The Song and Dance of the Gypsy Davy

Posted: March 10, 2013 in Stories

Once upon a time, there was a young couple that loved each other very much. He was handsome, caring, and worked hard at a job so that money was never an issue. She was beautiful, intelligent, and had a laugh so pure that even the birds in the trees would stop their songs to hear it. Their love was famous all through the town where they lived.

One bright morning, as the snows on the nearby mountaintop began to melt and the forest around the town became tinted with green, the young couple followed a path through the woods they had taken many times before. They brought a few sandwiches with them in a wicker basket, and picked the small berries that grew only in the winter, and which only they knew the location of. Some time later, they reached the grove where the sun always seemed to be directly overhead, but it was never so hot that they would have to cool down in the shadows. After they sat and talked and ate, he took her hand and they danced with their eyes closed to the sound of the other’s breath (for again, they were in love, so they always heard music and they always saw each other when they closed their eyes.) She threw her head back and laughed as he stopped dancing and pulled her in close so it felt as though the two heartbeats were one.
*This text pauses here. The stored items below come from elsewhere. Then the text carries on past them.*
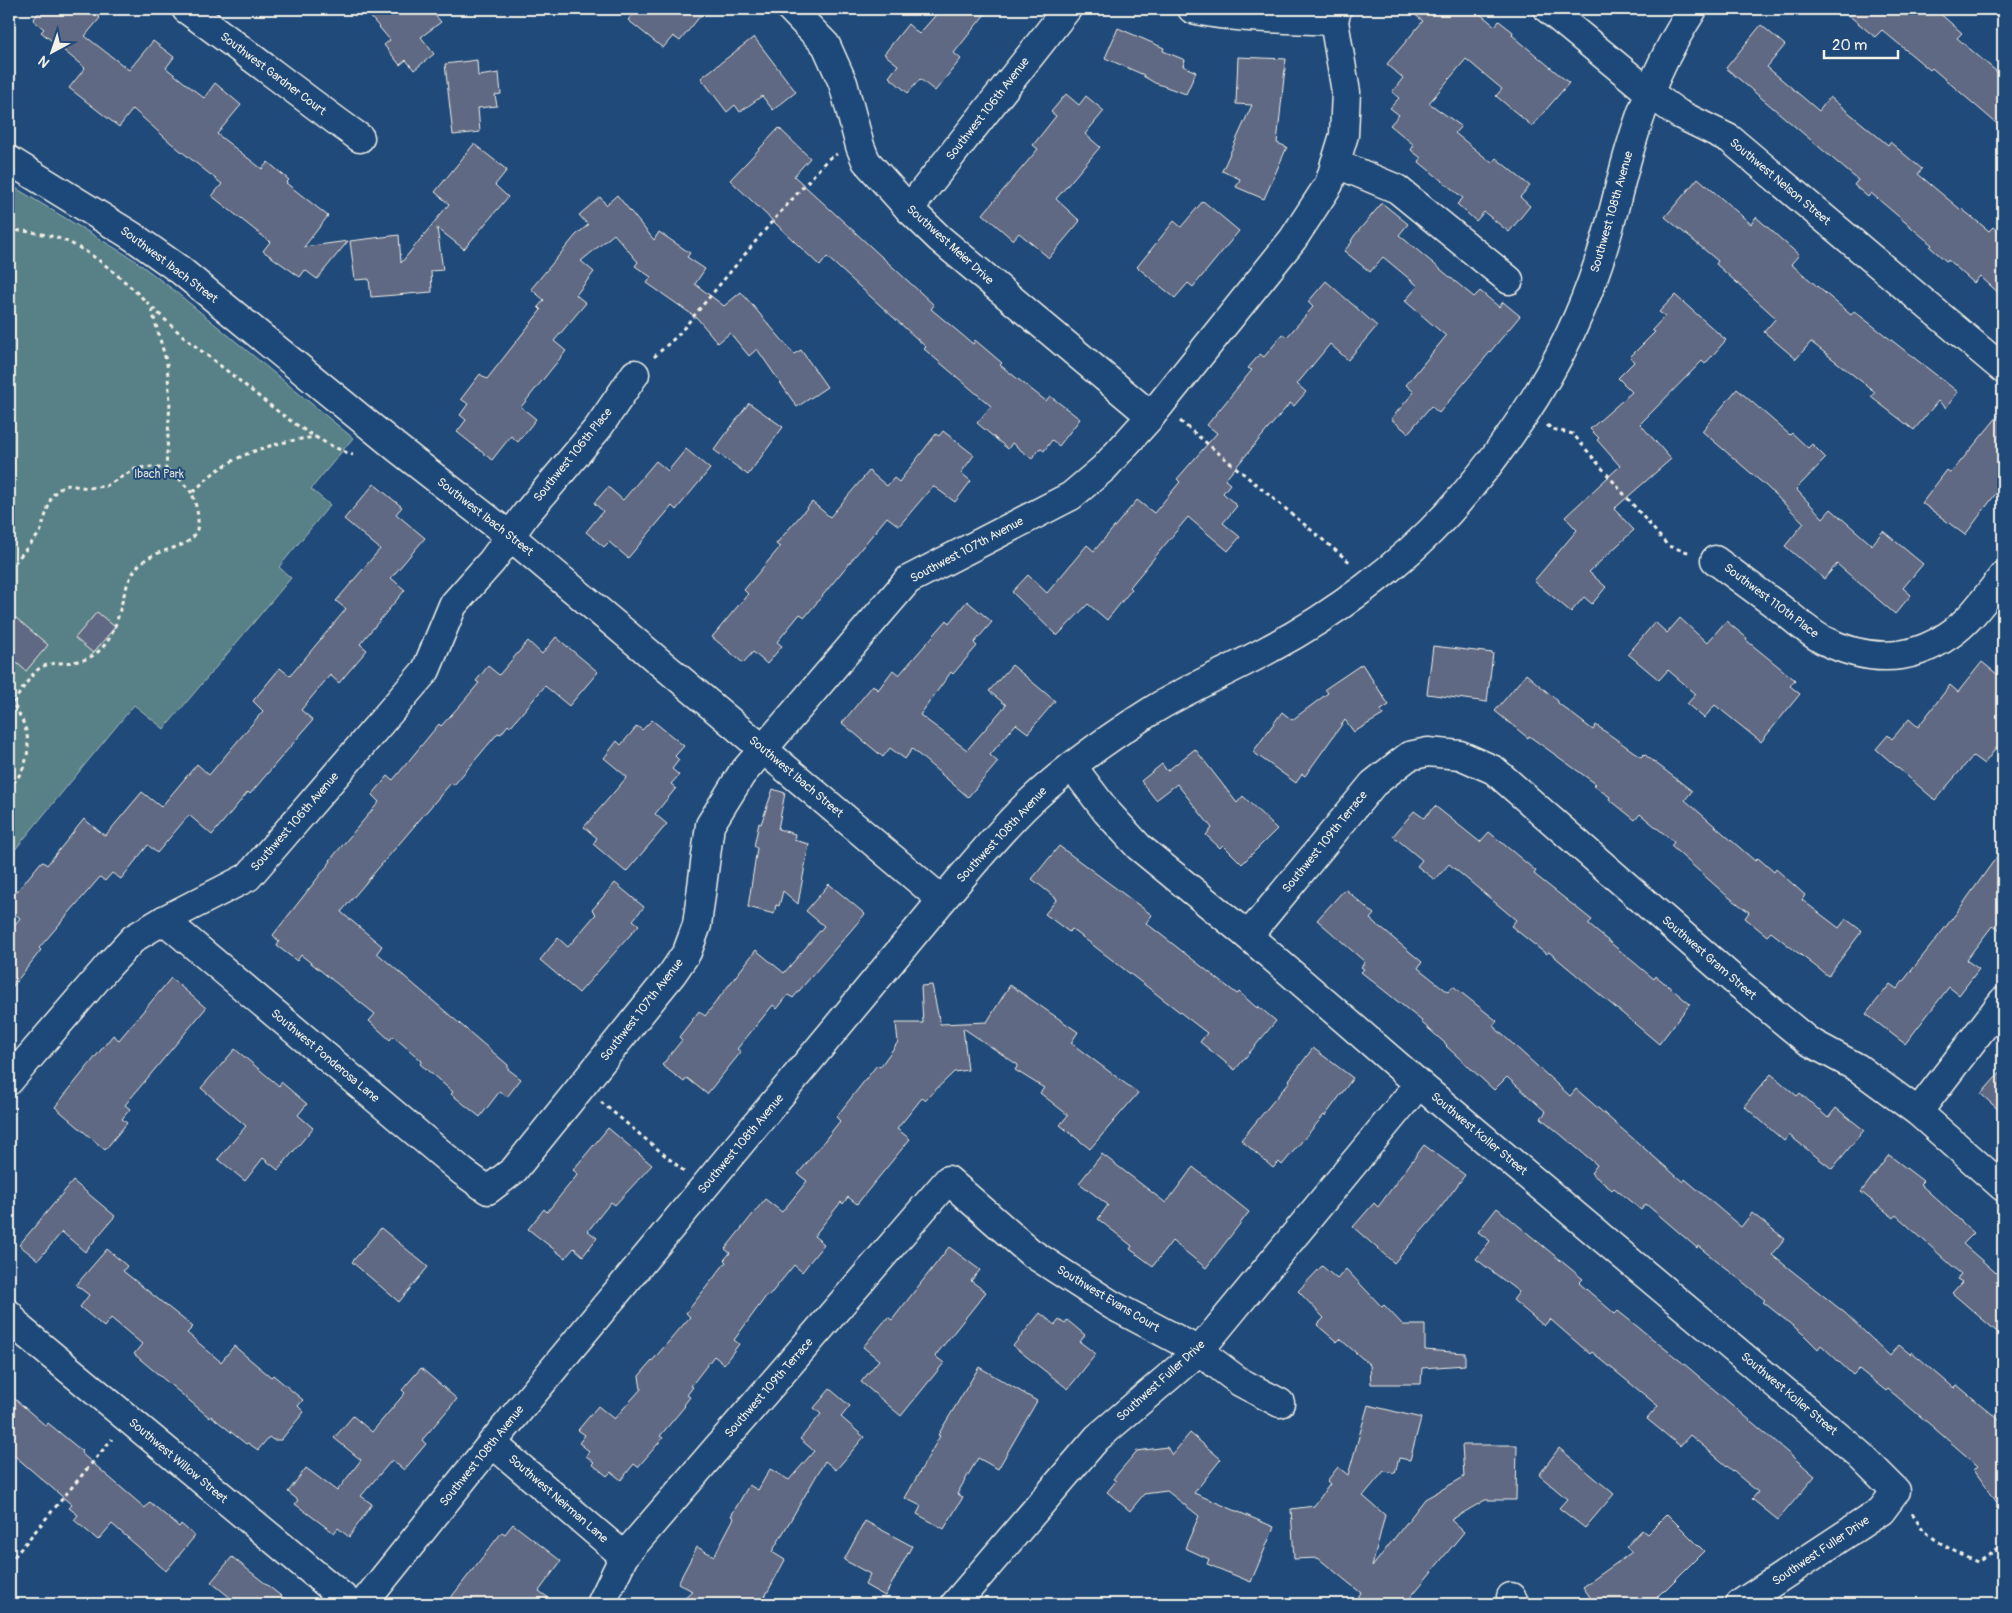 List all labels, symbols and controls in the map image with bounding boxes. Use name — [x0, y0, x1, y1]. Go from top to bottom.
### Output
north arrow — [28, 28, 78, 78]
scale bar — [1824, 28, 1898, 60]
street label: Southwest Gardner Court — [217, 29, 329, 119]
text: 20 m — [1832, 36, 1867, 55]
text: N — [35, 52, 53, 71]
street label: Southwest 106th Avenue — [943, 54, 1033, 163]
street label: Southwest Nelson Street — [1726, 135, 1834, 229]
street label: Southwest 108th Avenue — [1587, 149, 1637, 274]
street label: Southwest Meier Drive — [903, 202, 997, 288]
street label: Southwest Ibach Street — [117, 223, 221, 307]
street label: Southwest 106th Place — [530, 405, 616, 505]
park label: Ibach Park — [134, 467, 184, 482]
street label: Southwest Ibach Street — [434, 475, 536, 559]
street label: Southwest 107th Avenue — [908, 514, 1026, 586]
street label: Southwest 110th Place — [1721, 561, 1821, 641]
street label: Southwest Ibach Street — [746, 733, 846, 821]
street label: Southwest 106th Avenue — [248, 769, 342, 875]
street label: Southwest 108th Avenue — [954, 784, 1050, 886]
street label: Southwest 109th Terrace — [1279, 788, 1371, 896]
street label: Southwest Gram Street — [1659, 913, 1759, 1003]
street label: Southwest 107th Avenue — [597, 956, 687, 1064]
street label: Southwest Ponderosa Lane — [268, 1006, 382, 1106]
street label: Southwest Koller Street — [1428, 1089, 1530, 1179]
street label: Southwest 108th Avenue — [695, 1091, 787, 1197]
street label: Southwest Evans Court — [1054, 1262, 1162, 1336]
street label: Southwest 109th Terrace — [722, 1335, 816, 1441]
street label: Southwest Fuller Drive — [1114, 1337, 1208, 1425]
street label: Southwest Koller Street — [1738, 1349, 1840, 1439]
street label: Southwest 108th Avenue — [437, 1402, 527, 1510]
street label: Southwest Willow Street — [126, 1415, 231, 1507]
street label: Southwest Neirman Lane — [505, 1452, 611, 1546]
street label: Southwest Fuller Drive — [1769, 1513, 1873, 1589] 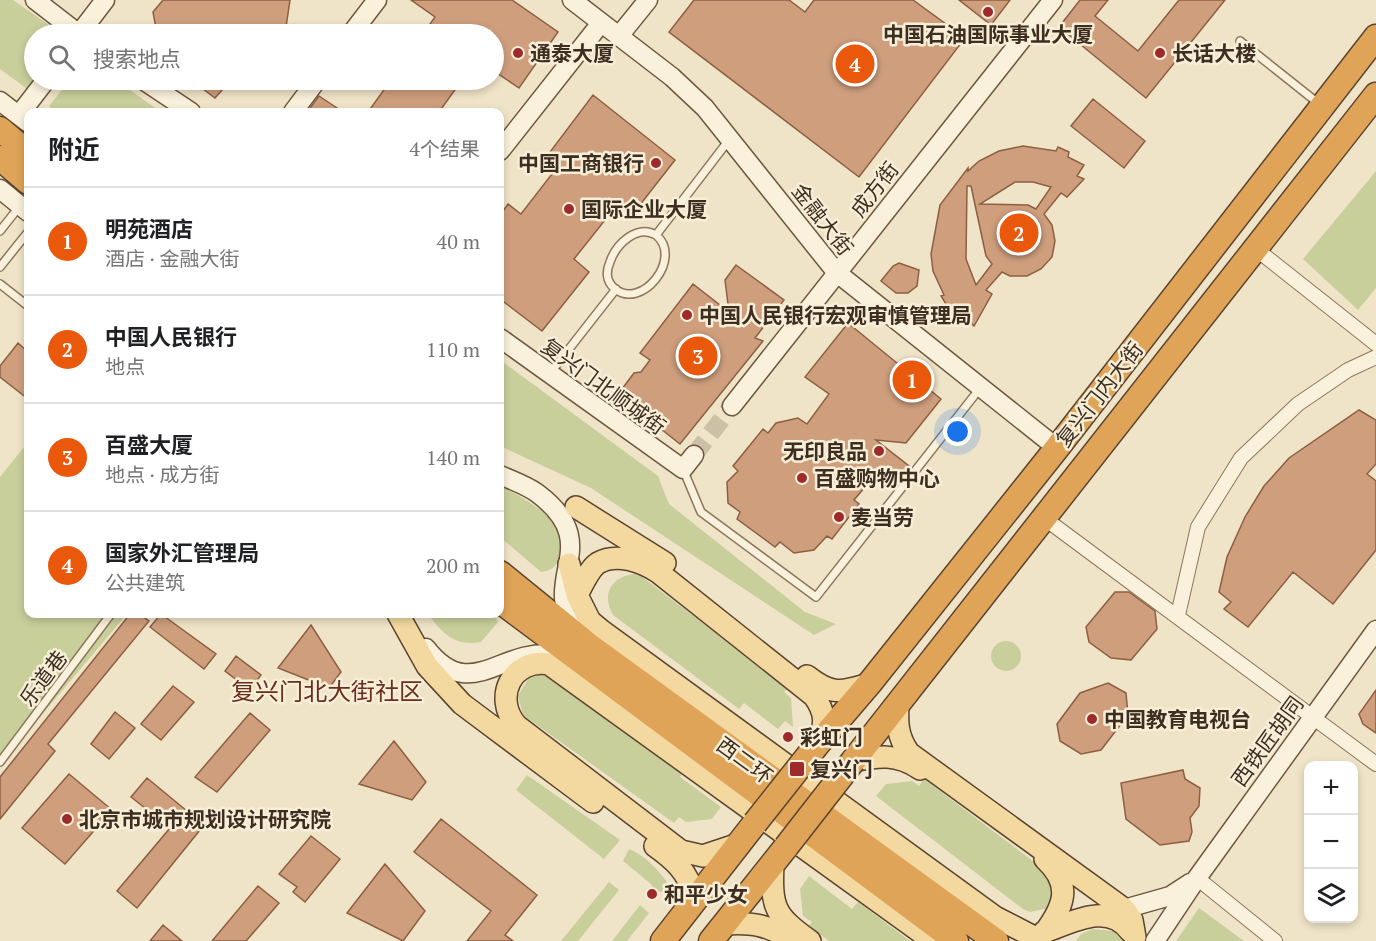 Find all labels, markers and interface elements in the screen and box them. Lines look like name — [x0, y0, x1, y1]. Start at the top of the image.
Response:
marker: 中国石油国际事业大厦 — [981, 5, 995, 19]
place label: 中国石油国际事业大厦 — [883, 20, 1093, 48]
search box — [24, 24, 504, 90]
place label: 通泰大厦 — [530, 39, 614, 67]
place label: 长话大楼 — [1172, 39, 1256, 67]
icon: search — [45, 41, 78, 74]
pin: 4 — [836, 42, 874, 86]
text: 搜索地点 — [93, 44, 181, 73]
marker: 通泰大厦 — [511, 46, 525, 60]
marker: 长话大楼 — [1153, 46, 1167, 60]
text: 附近 — [48, 132, 100, 166]
text: 4个结果 — [409, 135, 480, 162]
place label: 中国工商银行 — [518, 149, 644, 177]
marker: 中国工商银行 — [649, 156, 663, 170]
street label: 成方街 — [844, 156, 904, 222]
street label: 金融大街 — [786, 177, 860, 261]
place label: 国际企业大厦 — [581, 195, 707, 223]
marker: 国际企业大厦 — [562, 202, 576, 216]
pin: 2 — [1000, 210, 1038, 256]
text: 明苑酒店 — [105, 214, 193, 243]
text: 1 — [62, 228, 73, 255]
text: 40 m — [437, 228, 480, 255]
text: 酒店 · 金融大街 — [105, 245, 240, 272]
place label: 中国人民银行宏观审慎管理局 — [699, 301, 972, 329]
marker: 中国人民银行宏观审慎管理局 — [680, 308, 694, 322]
text: 中国人民银行 — [105, 322, 237, 351]
street label: 复兴门北顺城街 — [536, 331, 672, 441]
pin: 3 — [678, 334, 718, 378]
text: 2 — [62, 336, 73, 363]
text: 110 m — [426, 336, 480, 363]
street label: 复兴门内大街 — [1049, 336, 1149, 452]
text: 地点 — [105, 353, 145, 380]
pin: 1 — [892, 358, 932, 403]
your location — [943, 417, 972, 446]
text: 百盛大厦 — [105, 430, 193, 459]
place label: 无印良品 — [783, 437, 867, 465]
text: 3 — [62, 444, 73, 471]
text: 140 m — [426, 444, 480, 471]
marker: 无印良品 — [872, 444, 886, 458]
text: 地点 · 成方街 — [105, 461, 220, 488]
place label: 百盛购物中心 — [814, 464, 940, 492]
marker: 百盛购物中心 — [795, 471, 809, 485]
place label: 麦当劳 — [851, 503, 914, 531]
marker: 麦当劳 — [832, 510, 846, 524]
text: 国家外汇管理局 — [105, 538, 259, 567]
text: 4 — [62, 552, 73, 579]
text: 200 m — [426, 552, 480, 579]
text: 公共建筑 — [105, 569, 185, 596]
street label: 乐道巷 — [13, 644, 73, 712]
district label: 复兴门北大街社区 — [231, 675, 423, 707]
street label: 西铁匠胡同 — [1225, 690, 1309, 792]
place label: 中国教育电视台 — [1104, 705, 1251, 733]
marker: 中国教育电视台 — [1085, 712, 1099, 726]
place label: 彩虹门 — [800, 723, 863, 751]
street label: 西二环 — [711, 730, 779, 790]
marker: 彩虹门 — [781, 730, 795, 744]
place label: 复兴门 — [810, 755, 873, 783]
marker: 复兴门 — [788, 760, 806, 778]
map controls — [1304, 761, 1358, 923]
button: + — [1304, 761, 1358, 815]
place label: 北京市城市规划设计研究院 — [79, 805, 331, 833]
marker: 北京市城市规划设计研究院 — [60, 812, 74, 826]
button: − — [1304, 815, 1358, 869]
button: layers — [1304, 869, 1358, 923]
place label: 和平少女 — [664, 880, 748, 908]
marker: 和平少女 — [645, 887, 659, 901]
The birds stopped singing and he said all what he could think, “I love you. Marry me.”

She said, “Yes. Of course, yes. Because all I fear in this world is not knowing you, not being a part of you, and having to face these cold, cold winter nights without you. Yes. Always yes. Forever yes.” When they returned to the town, the news made everyone very happy, and preparations were made for a magnificent wedding. He vowed to her that she would never want for anything ever again.

***

They were married in the summer, and a year to the day from their engagement in the forest, they welcomed a son into the world. Everyone in the town agreed that he was the most beautiful baby they had ever seen, with striking green eyes that only his parents recognized as being the same color as their secret winterberry bush. That summer, the husband’s wealth multiplied, and just as he had vowed, everything the family wanted, they had. They moved to a large house away from the village, just inside the woods, so they could raise their child in peace. They slept on a fine feather bed and the husband bought his wife beautiful red and gold high-heeled boots, made from the very best Spanish leather. They even had servants tend to the household duties; one to cook, one to clean, and one to care for the baby boy.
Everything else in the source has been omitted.